◆ WHAT THE TASK REQUIRES ◆
Transcribe each record below character for character.

◆ Stored data entries ◆
_____

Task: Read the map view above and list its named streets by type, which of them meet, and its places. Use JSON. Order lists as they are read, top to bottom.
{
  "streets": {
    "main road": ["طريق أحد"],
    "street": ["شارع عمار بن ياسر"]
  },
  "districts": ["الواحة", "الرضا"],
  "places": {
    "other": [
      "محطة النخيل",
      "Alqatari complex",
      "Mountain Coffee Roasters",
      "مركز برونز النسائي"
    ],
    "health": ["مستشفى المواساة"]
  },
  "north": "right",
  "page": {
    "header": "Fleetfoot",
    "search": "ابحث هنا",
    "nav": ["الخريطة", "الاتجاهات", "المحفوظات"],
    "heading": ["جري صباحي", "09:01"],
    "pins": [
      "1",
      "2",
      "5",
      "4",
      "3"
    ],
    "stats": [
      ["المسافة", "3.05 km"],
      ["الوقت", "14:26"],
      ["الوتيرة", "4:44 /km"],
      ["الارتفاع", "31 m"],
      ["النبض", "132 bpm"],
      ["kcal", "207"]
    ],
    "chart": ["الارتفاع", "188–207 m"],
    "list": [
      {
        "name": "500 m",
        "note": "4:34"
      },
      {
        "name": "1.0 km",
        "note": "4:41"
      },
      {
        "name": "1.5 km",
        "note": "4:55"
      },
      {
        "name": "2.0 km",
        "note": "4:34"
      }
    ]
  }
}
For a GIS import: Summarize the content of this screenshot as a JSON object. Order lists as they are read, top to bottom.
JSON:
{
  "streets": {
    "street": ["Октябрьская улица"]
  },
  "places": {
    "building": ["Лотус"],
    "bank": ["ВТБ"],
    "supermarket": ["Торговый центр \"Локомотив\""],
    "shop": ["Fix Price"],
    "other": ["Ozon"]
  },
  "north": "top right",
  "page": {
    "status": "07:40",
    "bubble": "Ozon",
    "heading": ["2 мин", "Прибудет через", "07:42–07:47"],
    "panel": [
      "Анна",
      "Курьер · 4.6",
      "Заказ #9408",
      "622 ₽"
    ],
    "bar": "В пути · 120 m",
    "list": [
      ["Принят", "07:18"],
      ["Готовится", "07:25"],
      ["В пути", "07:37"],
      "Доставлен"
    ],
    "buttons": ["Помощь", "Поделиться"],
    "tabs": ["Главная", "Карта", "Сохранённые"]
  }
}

_____

◆ ANSWER SPACE ◆
Task: Read the map view above and list its named streets by type, which of them meet, and its places. Use JSON. Order lists as they are read, top to bottom.
{
  "streets": {
    "main road": ["طريق أحد"],
    "street": ["شارع عمار بن ياسر"]
  },
  "districts": ["الواحة", "الرضا"],
  "places": {
    "other": [
      "محطة النخيل",
      "Alqatari complex",
      "Mountain Coffee Roasters",
      "مركز برونز النسائي"
    ],
    "health": ["مستشفى المواساة"]
  },
  "north": "right",
  "page": {
    "header": "Fleetfoot",
    "search": "ابحث هنا",
    "nav": ["الخريطة", "الاتجاهات", "المحفوظات"],
    "heading": ["جري صباحي", "09:01"],
    "pins": [
      "1",
      "2",
      "5",
      "4",
      "3"
    ],
    "stats": [
      ["المسافة", "3.05 km"],
      ["الوقت", "14:26"],
      ["الوتيرة", "4:44 /km"],
      ["الارتفاع", "31 m"],
      ["النبض", "132 bpm"],
      ["kcal", "207"]
    ],
    "chart": ["الارتفاع", "188–207 m"],
    "list": [
      {
        "name": "500 m",
        "note": "4:34"
      },
      {
        "name": "1.0 km",
        "note": "4:41"
      },
      {
        "name": "1.5 km",
        "note": "4:55"
      },
      {
        "name": "2.0 km",
        "note": "4:34"
      }
    ]
  }
}
For a GIS import: Summarize the content of this screenshot as a JSON object. Order lists as they are read, top to bottom.
JSON:
{
  "streets": {
    "street": ["Октябрьская улица"]
  },
  "places": {
    "building": ["Лотус"],
    "bank": ["ВТБ"],
    "supermarket": ["Торговый центр \"Локомотив\""],
    "shop": ["Fix Price"],
    "other": ["Ozon"]
  },
  "north": "top right",
  "page": {
    "status": "07:40",
    "bubble": "Ozon",
    "heading": ["2 мин", "Прибудет через", "07:42–07:47"],
    "panel": [
      "Анна",
      "Курьер · 4.6",
      "Заказ #9408",
      "622 ₽"
    ],
    "bar": "В пути · 120 m",
    "list": [
      ["Принят", "07:18"],
      ["Готовится", "07:25"],
      ["В пути", "07:37"],
      "Доставлен"
    ],
    "buttons": ["Помощь", "Поделиться"],
    "tabs": ["Главная", "Карта", "Сохранённые"]
  }
}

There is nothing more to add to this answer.